• EXERCISE GOAL:
For the word "above", give the number of lines in these entries that contain it, with nothing else.

• INFORMATION PROVIDED:

((

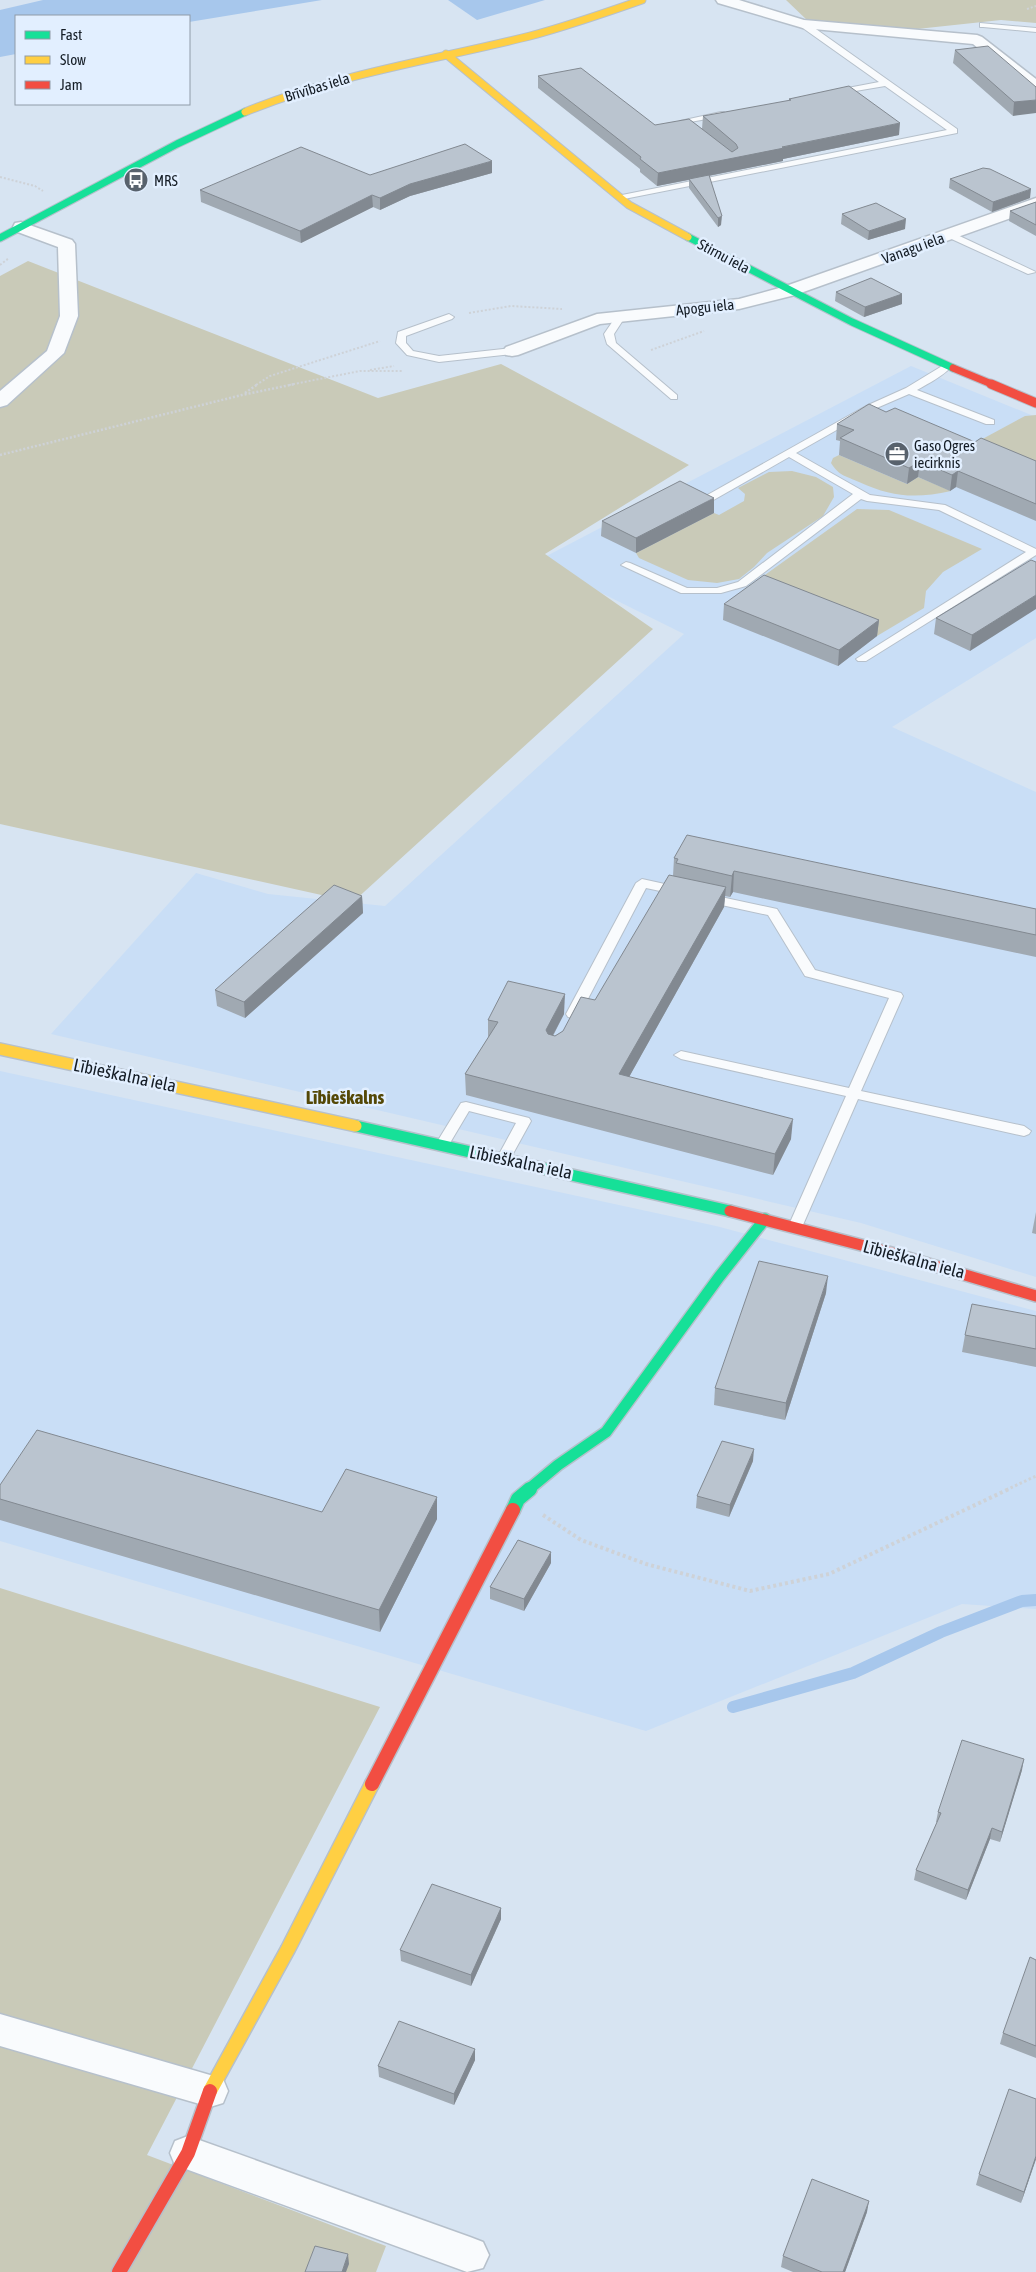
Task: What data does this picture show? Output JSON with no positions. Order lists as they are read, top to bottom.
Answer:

))
((

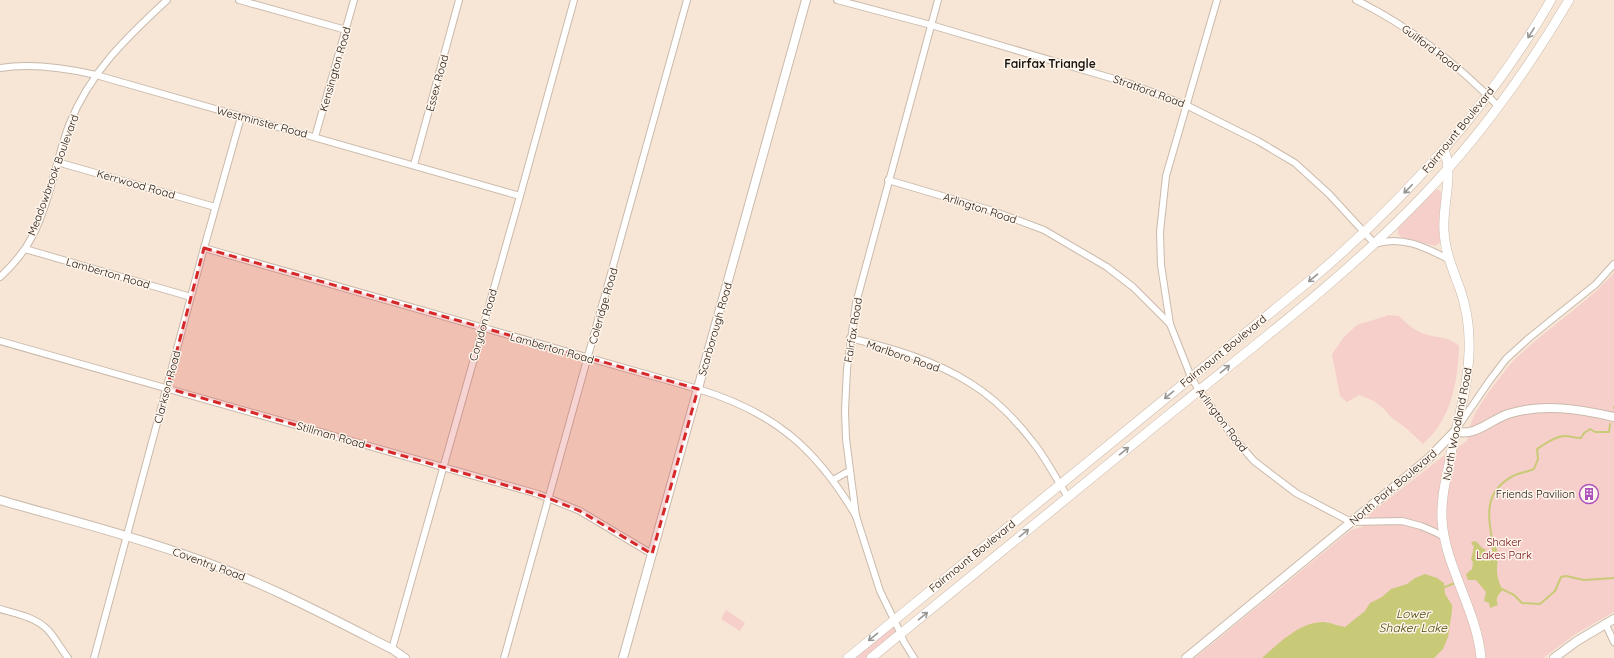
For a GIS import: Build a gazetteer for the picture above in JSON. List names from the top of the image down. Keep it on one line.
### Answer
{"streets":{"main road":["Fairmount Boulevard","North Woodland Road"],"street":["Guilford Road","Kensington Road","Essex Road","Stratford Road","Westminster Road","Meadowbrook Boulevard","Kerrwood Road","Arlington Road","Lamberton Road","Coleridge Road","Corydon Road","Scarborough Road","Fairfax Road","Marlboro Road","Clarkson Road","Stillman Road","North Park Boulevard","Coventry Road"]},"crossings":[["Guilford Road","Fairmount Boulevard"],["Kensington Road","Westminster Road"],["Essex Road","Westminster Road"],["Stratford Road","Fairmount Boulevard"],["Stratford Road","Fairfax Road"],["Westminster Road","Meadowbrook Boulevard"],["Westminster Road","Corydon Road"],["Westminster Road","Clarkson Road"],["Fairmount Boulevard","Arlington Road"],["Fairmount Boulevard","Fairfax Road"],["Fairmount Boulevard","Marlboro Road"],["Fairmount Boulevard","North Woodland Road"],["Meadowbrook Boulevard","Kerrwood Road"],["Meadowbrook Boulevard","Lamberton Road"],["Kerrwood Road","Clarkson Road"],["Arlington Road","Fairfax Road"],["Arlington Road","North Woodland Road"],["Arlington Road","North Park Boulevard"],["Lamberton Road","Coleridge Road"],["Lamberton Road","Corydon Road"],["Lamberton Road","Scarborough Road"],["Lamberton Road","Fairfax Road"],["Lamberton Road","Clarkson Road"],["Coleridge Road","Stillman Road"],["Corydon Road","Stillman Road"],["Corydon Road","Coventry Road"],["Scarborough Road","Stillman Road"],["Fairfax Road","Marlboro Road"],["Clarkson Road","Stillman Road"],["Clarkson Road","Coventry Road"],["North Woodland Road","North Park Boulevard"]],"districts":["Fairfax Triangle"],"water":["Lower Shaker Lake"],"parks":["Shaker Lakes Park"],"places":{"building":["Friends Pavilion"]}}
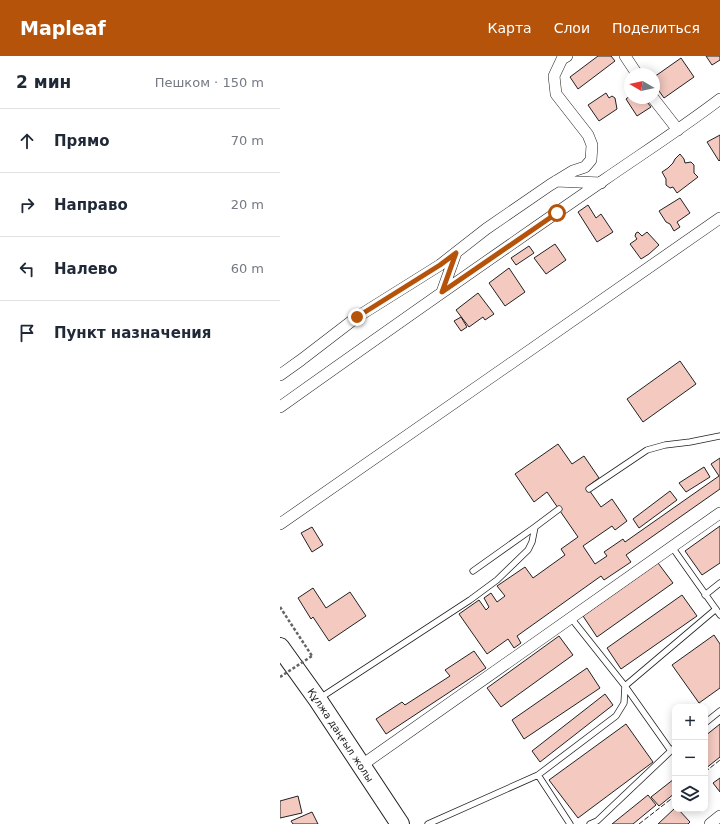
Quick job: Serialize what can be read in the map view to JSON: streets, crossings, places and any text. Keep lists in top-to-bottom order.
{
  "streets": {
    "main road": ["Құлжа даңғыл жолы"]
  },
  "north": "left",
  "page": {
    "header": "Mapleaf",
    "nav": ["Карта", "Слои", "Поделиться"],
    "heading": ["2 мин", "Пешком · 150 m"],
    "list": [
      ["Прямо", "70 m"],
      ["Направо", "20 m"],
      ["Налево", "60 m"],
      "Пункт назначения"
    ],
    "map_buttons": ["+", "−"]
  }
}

))
((

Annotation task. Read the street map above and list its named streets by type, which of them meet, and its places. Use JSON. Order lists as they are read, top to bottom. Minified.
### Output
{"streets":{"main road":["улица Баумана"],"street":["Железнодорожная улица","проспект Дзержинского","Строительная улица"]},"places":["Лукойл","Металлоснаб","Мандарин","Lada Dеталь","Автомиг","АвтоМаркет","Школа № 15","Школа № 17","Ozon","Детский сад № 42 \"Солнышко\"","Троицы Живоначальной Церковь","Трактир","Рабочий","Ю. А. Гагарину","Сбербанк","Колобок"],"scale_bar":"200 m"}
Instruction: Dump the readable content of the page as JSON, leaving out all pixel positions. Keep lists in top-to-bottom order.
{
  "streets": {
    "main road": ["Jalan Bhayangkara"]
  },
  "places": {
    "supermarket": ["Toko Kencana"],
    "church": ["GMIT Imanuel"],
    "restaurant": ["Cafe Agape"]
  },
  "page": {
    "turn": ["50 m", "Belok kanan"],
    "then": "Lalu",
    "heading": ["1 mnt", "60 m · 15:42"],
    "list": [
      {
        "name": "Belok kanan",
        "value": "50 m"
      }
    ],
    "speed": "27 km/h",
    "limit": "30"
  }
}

))

• EXERCISE ANSWER:
2